2 large heads endive, ends trimmed and remainder cut julienne
1 lg or 2 small bunches watercress, thick stems removed
2 medium Mango, flesh cut into 1/2-inch cubes
4- 1-inch thick round slices of Goat Cheese (cold)
20 walnut halves, lighted toasted
Combine greens and mango in a large salad bowl and reserve. Dip
each round of goat cheese first into a beaten egg, then dip into dry
flavored bread crumbs. Fry breaded rounds of goat cheese in a
small amount of vegetable oil in a non-stick skillet. Be sure oil
is heated almost to the smoking point before added the breaded goat
cheese. Fry for one minute on each side or until bread crumbs have
browned. Remove from skillet and drain on paper towel.

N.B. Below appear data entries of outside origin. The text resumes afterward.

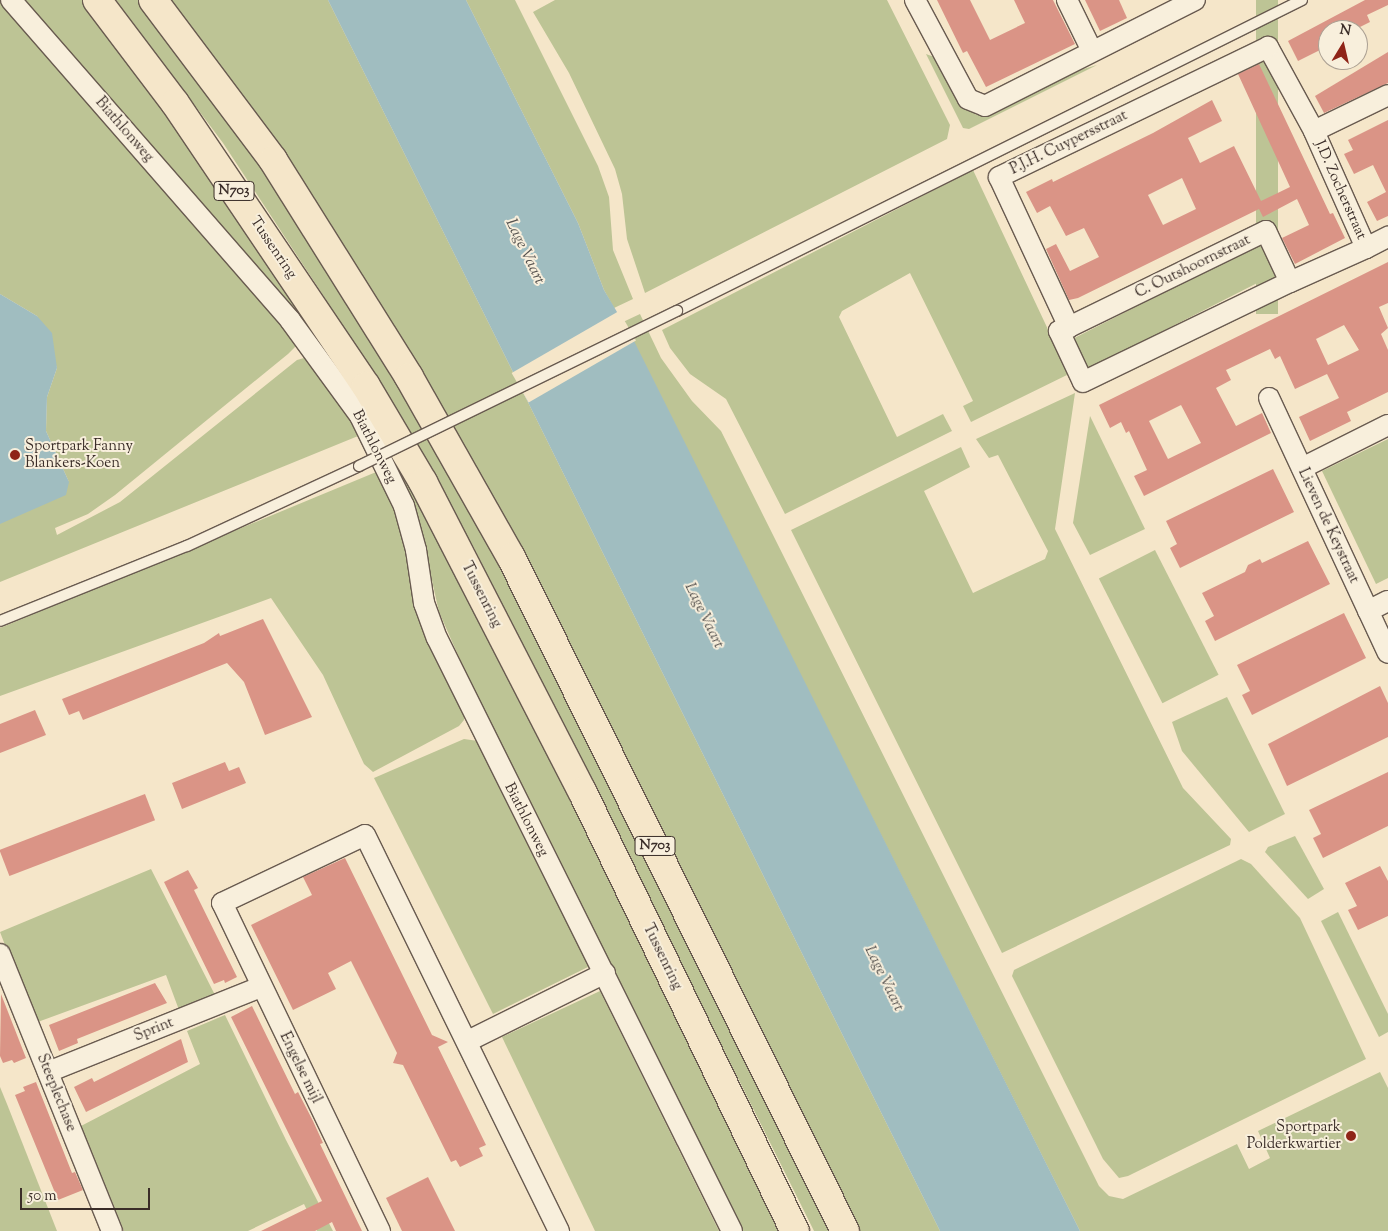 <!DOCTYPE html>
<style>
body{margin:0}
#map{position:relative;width:1388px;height:1231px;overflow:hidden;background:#f5e6c9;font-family:"Sorts Mill Goudy",serif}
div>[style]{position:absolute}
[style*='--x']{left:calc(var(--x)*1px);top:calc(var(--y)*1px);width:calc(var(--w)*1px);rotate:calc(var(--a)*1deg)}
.green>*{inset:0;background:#bdc495;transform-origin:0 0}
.water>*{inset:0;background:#a0bdc0}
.pier>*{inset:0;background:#f5e6c9;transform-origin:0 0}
.building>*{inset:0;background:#da9486;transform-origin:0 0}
.roads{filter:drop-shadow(1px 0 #695b50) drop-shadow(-1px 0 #695b50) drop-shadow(0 1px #695b50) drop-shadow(0 -1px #695b50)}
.lane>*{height:10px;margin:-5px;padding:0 5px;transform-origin:5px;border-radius:5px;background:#f8efdc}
.street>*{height:20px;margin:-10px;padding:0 10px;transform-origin:10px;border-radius:10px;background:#f8efdc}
.highway>*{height:28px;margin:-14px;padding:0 14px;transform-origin:14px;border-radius:14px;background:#f5e6c9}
.bridges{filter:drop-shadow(1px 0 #695b50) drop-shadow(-1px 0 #695b50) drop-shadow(0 1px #695b50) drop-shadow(0 -1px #695b50)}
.lane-bridge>*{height:10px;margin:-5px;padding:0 5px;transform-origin:5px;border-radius:5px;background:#f8efdc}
.dots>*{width:14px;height:14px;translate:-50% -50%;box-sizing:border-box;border:2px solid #f8efdc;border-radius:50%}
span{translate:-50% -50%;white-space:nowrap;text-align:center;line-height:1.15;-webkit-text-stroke:4px #f8efdc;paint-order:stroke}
.shield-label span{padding:1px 4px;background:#f8efdc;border:1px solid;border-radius:4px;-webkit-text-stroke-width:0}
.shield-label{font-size:14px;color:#3a2d28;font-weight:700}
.street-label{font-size:15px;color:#3a2d28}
.poi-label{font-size:15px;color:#3a2d28}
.left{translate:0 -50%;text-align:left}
.right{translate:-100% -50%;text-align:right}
.water-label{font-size:16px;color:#54514e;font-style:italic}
.north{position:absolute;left:1318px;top:20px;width:50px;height:50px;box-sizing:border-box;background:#f8efdc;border:1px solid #aca194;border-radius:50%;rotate:9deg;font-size:14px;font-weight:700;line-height:20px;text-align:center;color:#3a2d28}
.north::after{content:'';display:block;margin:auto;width:18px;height:22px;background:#8f2418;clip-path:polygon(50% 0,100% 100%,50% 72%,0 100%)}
.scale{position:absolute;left:20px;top:1188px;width:130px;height:22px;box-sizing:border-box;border:2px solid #3a2d28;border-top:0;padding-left:6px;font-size:15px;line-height:18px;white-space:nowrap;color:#3a2d28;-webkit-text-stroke:4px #f8efdc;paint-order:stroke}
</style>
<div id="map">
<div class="green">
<div style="clip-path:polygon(0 0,4px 0,295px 338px,295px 347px,288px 354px,115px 495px,88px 514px,55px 528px,57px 535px,120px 502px,297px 360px,304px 358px,310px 359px,363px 434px,0 582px,0 362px,69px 482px,46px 431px,47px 397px,57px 368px,37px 316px,0 294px)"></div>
<div style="clip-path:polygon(23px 0,84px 0,113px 34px,299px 306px,343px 379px)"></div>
<div style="clip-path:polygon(116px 0,144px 0,243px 131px,323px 255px,518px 589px,836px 1231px,814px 1231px,473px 546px,323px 295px,223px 143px)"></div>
<div style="clip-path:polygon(167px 0,328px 0,940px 1231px,859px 1231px,567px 639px,502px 517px)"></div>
<div style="clip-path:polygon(466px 0,515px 0,598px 166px,609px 197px,613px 250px,633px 299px,614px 308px,604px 290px,578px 223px)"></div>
<div style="clip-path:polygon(555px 0,887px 0,950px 125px,947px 139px,645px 293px,627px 239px,622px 194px,615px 169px,569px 73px,533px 12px)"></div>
<div style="left:1256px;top:0;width:22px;height:314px"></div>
<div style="clip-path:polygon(926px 54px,937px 58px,976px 115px,1077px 65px,1080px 70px,1097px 65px,969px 129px,963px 128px)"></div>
<div style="clip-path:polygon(973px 170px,1069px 374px,971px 422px,963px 406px,973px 401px,910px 273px,842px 311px,839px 317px,897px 437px,943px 414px,952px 431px,785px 514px,726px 399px,690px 374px,670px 348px,662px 330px)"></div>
<div style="left:1263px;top:242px;width:34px;height:216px;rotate:63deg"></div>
<div style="clip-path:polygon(640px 314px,661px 358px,692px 401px,721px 431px,1099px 1186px,1109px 1196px,1123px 1199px,1237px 1144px,1249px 1169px,1270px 1158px,1258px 1131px,1380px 1072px,1388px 1088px,1388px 1231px,1080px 1231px,623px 322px)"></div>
<div style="clip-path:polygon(1075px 393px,1055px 529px,1183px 788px,1231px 839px,1230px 845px,1002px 953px,791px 530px,961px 447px,970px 467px,924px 491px,973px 593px,1045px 559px,1048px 551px,998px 455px,989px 458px,976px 439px)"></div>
<div style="clip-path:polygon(1090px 416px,1145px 529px,1090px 555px,1073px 523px)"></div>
<div style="clip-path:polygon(1388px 439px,1388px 578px,1376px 584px,1322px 471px)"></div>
<div style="clip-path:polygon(397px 465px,500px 649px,787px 1231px,738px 1231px,500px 750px,439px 612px,416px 509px)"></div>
<div style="clip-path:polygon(381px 470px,400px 508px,423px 631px,464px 712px,464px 720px,459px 726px,373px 772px,364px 764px,323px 675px,271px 598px,0 696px,0 628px)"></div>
<div style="left:1155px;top:550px;width:140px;height:63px;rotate:63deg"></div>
<div style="clip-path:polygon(1227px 697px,1285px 814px,1249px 832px,1182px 751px,1172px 722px)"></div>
<div style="clip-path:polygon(464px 739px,478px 741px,590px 966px,493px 1014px,374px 778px)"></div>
<div style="clip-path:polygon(1295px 836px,1324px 889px,1308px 899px,1265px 852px,1268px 847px)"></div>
<div style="clip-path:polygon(1241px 859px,1251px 864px,1300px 918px,1366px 1059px,1128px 1176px,1119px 1178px,1103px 1159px,1012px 976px,1014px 970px)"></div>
<div style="clip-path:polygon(151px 869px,215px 995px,179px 1010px,166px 975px,35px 1023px,0 932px)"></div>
<div style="clip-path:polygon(1338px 912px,1388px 1014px,1388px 1032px,1379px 1037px,1321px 921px)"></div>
<div style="clip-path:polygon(600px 991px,719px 1231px,595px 1231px,502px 1037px)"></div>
<div style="clip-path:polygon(225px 1015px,286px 1140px,333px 1231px,317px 1231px,304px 1204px,248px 1231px,124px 1231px,81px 1126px,200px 1064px,187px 1031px)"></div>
<div style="clip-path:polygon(0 1087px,7px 1104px,57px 1231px,0 1231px)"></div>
</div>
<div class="water">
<div style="clip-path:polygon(328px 0,466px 0,578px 223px,604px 290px,633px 339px,1080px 1231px,940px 1231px)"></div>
<div style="clip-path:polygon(0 294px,37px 316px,52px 333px,57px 368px,47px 397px,46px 431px,69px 482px,66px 495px,0 524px)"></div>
</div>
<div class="pier">
<div style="left:619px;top:311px;width:34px;height:124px;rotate:60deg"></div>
</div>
<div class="building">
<div style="clip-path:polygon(937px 0,970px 0,990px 40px,1025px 23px,1014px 0,1053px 0,1075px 44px,986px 87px,967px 51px,963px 53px)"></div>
<div style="clip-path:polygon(1085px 0,1119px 0,1127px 18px,1100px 31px)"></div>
<div style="clip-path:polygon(1365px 0,1388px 0,1388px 5px,1367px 15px,1370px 22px,1354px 30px,1328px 30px,1328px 46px,1298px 61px,1288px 41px)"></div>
<div style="clip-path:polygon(1388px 52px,1388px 83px,1324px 113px,1315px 96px)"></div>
<div style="clip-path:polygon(evenodd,1259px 64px,1330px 214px,1333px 213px,1345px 238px,1295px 264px,1282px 238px,1309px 225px,1297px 199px,1263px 217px,1259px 209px,1078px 298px,1069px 300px,1046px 249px,1056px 244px,1070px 271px,1099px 257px,1084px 228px,1066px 236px,1050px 206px,1037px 213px,1026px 192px,1052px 179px,1053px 182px,1153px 133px,1212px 100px,1222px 121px,1188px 138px,1200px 163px,1234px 146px,1261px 201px,1290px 187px,1238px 74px,1259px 64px,1182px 178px,1196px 209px,1163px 225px,1148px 195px,1182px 178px)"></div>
<div style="clip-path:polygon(1388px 120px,1388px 216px,1377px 221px,1367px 202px,1386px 192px,1373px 165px,1354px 174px,1344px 154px,1353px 150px,1348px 140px)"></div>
<div style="clip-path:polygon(evenodd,1388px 262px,1388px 303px,1379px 307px,1388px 328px,1381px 334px,1388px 350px,1388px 392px,1347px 412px,1351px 421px,1310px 441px,1299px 417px,1339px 398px,1327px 374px,1295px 389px,1280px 356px,1275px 359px,1270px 349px,1226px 370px,1231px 380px,1216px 388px,1236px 426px,1262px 413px,1271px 433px,1144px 496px,1134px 476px,1147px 470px,1129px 431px,1126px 433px,1121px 422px,1110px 428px,1099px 405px,1388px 262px,1344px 325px,1359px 350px,1328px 365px,1316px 339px,1344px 325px,1388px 262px,1181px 405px,1201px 443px,1168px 459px,1149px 421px,1181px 405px)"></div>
<div style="clip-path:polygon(1273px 469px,1294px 512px,1180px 568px,1170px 548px,1177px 544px,1166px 521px)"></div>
<div style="clip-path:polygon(1308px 541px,1330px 584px,1215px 641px,1205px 621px,1214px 616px,1202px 593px,1245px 572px,1248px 565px,1260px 559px,1262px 563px)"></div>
<div style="clip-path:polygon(1344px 613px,1366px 658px,1252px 715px,1242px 695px,1250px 691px,1237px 665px)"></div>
<div style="clip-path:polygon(263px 619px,312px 717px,265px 735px,244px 682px,227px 663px,83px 720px,79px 711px,69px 715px,62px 699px,204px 643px,219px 633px,220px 636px)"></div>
<div style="clip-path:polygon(1380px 686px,1388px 703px,1388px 737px,1287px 786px,1268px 744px)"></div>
<div style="clip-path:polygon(35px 710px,46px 735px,0 753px,0 724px)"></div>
<div style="clip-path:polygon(225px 762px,229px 771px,239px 767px,246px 783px,182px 809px,172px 783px)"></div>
<div style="clip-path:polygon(1388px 772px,1388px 826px,1323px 858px,1313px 838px,1321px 834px,1309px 810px)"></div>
<div style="left:145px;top:794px;width:28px;height:156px;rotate:69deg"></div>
<div style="clip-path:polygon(345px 858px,432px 1035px,448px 1042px,438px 1047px,486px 1145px,479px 1148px,483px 1156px,460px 1167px,456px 1160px,451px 1162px,403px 1065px,393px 1063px,397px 1053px,351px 961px,328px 973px,336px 989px,293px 1010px,251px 925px,312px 895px,303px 877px)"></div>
<div style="clip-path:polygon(1380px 866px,1388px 881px,1388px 916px,1358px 930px,1348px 910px,1357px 906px,1345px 883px)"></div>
<div style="clip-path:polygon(188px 870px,198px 888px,194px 890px,237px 977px,225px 983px,224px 980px,214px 984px,164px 882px)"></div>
<div style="clip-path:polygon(155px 983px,167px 1003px,77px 1039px,78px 1043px,59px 1051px,49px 1025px)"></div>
<div style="clip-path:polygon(1px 994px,26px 1058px,14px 1063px,12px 1060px,3px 1063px,0 1056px)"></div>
<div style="clip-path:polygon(252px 1006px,295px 1094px,298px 1092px,313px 1121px,323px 1143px,320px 1144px,362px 1231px,336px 1231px,332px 1222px,315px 1231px,261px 1231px,322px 1201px,231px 1017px)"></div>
<div style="clip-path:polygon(181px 1039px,188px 1062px,86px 1112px,74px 1087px,92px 1078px,94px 1082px)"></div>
<div style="clip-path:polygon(36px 1082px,72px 1173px,75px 1172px,83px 1190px,58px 1200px,15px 1095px,25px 1091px,23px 1087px)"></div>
<div style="clip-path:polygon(428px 1177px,455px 1231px,402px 1231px,386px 1198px)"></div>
</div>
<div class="roads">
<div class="lane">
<div style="--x:677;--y:311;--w:698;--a:-26.45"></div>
<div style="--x:0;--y:621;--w:201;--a:-21.9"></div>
<div style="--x:187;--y:546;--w:190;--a:-24.9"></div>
</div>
<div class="street">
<div style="--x:11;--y:0;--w:425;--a:48.9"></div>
<div style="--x:290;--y:320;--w:119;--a:53.9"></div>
<div style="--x:360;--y:416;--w:100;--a:63.9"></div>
<div style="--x:404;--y:506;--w:46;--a:74.7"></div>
<div style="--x:416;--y:550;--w:54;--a:81.4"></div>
<div style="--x:424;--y:603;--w:37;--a:70"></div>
<div style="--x:437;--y:638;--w:662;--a:63.55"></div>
<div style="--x:915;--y:0;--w:112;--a:61.8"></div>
<div style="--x:968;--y:99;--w:18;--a:22"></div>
<div style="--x:985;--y:106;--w:235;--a:-26.8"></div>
<div style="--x:1067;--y:0;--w:57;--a:63.9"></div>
<div style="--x:1314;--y:131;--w:82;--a:-25.9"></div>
<div style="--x:1366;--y:248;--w:128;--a:-114"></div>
<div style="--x:1314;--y:131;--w:96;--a:-118.7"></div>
<div style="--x:1268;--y:47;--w:299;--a:154.2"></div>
<div style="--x:999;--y:177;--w:166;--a:65"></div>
<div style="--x:1069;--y:327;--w:11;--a:158"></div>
<div style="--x:1059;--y:331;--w:56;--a:64.8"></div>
<div style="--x:1083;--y:382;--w:230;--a:-25.8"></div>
<div style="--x:1290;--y:282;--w:83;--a:-24.1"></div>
<div style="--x:1366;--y:248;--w:25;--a:-27"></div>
<div style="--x:1069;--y:327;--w:219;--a:-26"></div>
<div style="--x:1266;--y:231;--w:56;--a:64.8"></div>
<div style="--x:1269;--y:398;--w:281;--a:65"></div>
<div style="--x:1302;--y:468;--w:96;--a:-26.6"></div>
<div style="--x:1368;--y:611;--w:22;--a:-27"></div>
<div style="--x:0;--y:954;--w:299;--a:68"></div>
<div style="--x:468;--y:1041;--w:153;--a:-26.4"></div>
<div style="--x:48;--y:1072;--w:228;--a:-21.8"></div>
<div style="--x:380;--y:1231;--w:364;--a:-115.7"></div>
<div style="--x:222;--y:903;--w:158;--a:-25.4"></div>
<div style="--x:365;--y:835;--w:441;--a:63.9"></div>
</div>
<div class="highway">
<div style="--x:97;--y:0;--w:129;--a:52.9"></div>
<div style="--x:175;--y:103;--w:341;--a:56"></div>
<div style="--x:366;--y:386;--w:112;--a:59.3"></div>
<div style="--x:423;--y:482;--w:348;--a:62.8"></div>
<div style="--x:582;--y:791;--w:489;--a:64.2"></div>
<div style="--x:153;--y:0;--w:200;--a:53.1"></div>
<div style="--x:273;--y:160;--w:256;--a:57.9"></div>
<div style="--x:409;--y:377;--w:207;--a:60.5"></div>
<div style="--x:511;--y:557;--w:752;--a:63.64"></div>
</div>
</div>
<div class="bridges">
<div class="lane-bridge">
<div style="--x:359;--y:466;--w:354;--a:-26"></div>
</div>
</div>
<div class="dots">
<div style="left:15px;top:455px;background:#8f2418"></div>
<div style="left:1351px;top:1136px;background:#8f2418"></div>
</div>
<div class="shield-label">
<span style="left:234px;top:191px">N703</span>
<span style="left:655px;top:846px">N703</span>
</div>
<div class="street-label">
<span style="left:124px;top:130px;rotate:49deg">Biathlonweg</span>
<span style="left:1069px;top:143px;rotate:-26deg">P.J.H. Cuypersstraat</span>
<span style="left:1340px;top:190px;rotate:66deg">J.D. Zocherstraat</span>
<span style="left:273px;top:248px;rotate:56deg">Tussenring</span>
<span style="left:1193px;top:267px;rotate:-26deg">C. Outshoornstraat</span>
<span style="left:374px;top:447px;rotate:63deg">Biathlonweg</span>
<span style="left:1328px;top:526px;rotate:65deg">Lieven de Keystraat</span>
<span style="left:481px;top:595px;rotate:63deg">Tussenring</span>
<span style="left:526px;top:820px;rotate:63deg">Biathlonweg</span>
<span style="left:662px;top:957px;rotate:64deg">Tussenring</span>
<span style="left:154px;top:1030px;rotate:-22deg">Sprint</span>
<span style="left:300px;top:1068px;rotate:64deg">Engelse mijl</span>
<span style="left:56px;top:1093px;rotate:68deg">Steeplechase</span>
</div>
<div class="poi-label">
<span class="left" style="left:25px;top:455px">Sportpark Fanny<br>Blankers-Koen</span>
<span class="right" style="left:1341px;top:1136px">Sportpark<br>Polderkwartier</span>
</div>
<div class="water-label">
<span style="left:524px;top:252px;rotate:64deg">Lage Vaart</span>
<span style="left:703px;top:616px;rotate:64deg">Lage Vaart</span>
<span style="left:883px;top:979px;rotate:64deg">Lage Vaart</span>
</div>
<div class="north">N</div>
<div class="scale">50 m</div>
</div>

Reserve until ready to plate the salad.
Basic Vinaigrette
1 tablespoon chopped shallot
1 teaspoon Dijon mustard
salt & freshly ground black pepper
2 tablespoons red wine vinegar
6+ tablespoons extra virgin olive oil
Toss together julienne of endive, watercress sprigs and cubes of
Mango.
Whisk together the shallot and mustard and vinegar, salt & pepper.
Slowly add the olive oil in a steady stream while whisking. Taste
and adjust seasoning if necessary.
Add dressing to salad greens and toss well. Garnish each
serving with one fried goat cheese round and 5 toasted walnut halves.